The roadmap lives in feature-plan.md. The current release covers the politeness/anchors/EditScope core, the LLM-first CLI, fuzzy find/replace, document-scoped styles + paragraph formatting, tables (cells as table:N:R:C anchors), the collaboration surface (review comments, scoped track-changes, and arbitrary range:START-END anchors), document structure — bullet/numbered lists and section headers/footers (header:S:WHICH / footer:S:WHICH anchors), full paragraph addressing (every paragraph is a para:N anchor — doc.paragraphs, outline --all — with insert working on any anchor via --before/--after and an explicit, opt-in cursor surface, cursor read / cursor write), and image insertion (anchor.insert_image(...) / wordlive insert-image, accepting a file path, raw bytes, or base64, with required wrap), table creation / deletion (Document.add_table / Anchor.insert_table / Table.delete), page / column / section breaks (Anchor.insert_break and format_paragraph(page_break_before=…)), and page / section rendering to PNG for vision models (Document.snapshot / Anchor.snapshot, via the optional snapshot extra). wordlive also ships two LLM-facing agent skills — a CLI guide and an import wordlive as wl Python guide that wordlive install-skill drops into .agents/skills/ — and an MCP server (wordlive-mcp, registered with wordlive install-mcp or the one-click .mcpb bundle) that exposes the same surface as a handful of dispatch tools (see MCP).
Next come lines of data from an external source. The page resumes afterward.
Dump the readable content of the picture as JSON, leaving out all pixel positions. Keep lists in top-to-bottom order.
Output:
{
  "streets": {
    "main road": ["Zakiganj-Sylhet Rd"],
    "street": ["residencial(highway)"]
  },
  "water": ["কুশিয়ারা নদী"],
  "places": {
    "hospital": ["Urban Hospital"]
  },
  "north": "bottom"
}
Next on the visual-content track: extracting embedded images back out for vision models, then Excel-backed charts; after that, event sinks (WindowSelectionChange, DocumentBeforeSave), an async wrapper around the sync core, and the deeper style cuts (character styles, theme-aware fonts).

Full design document

For the unabridged version — including the original motivation, the error taxonomy in more detail, the rejected alternatives, and a list of open questions — see spec.md in the repo root.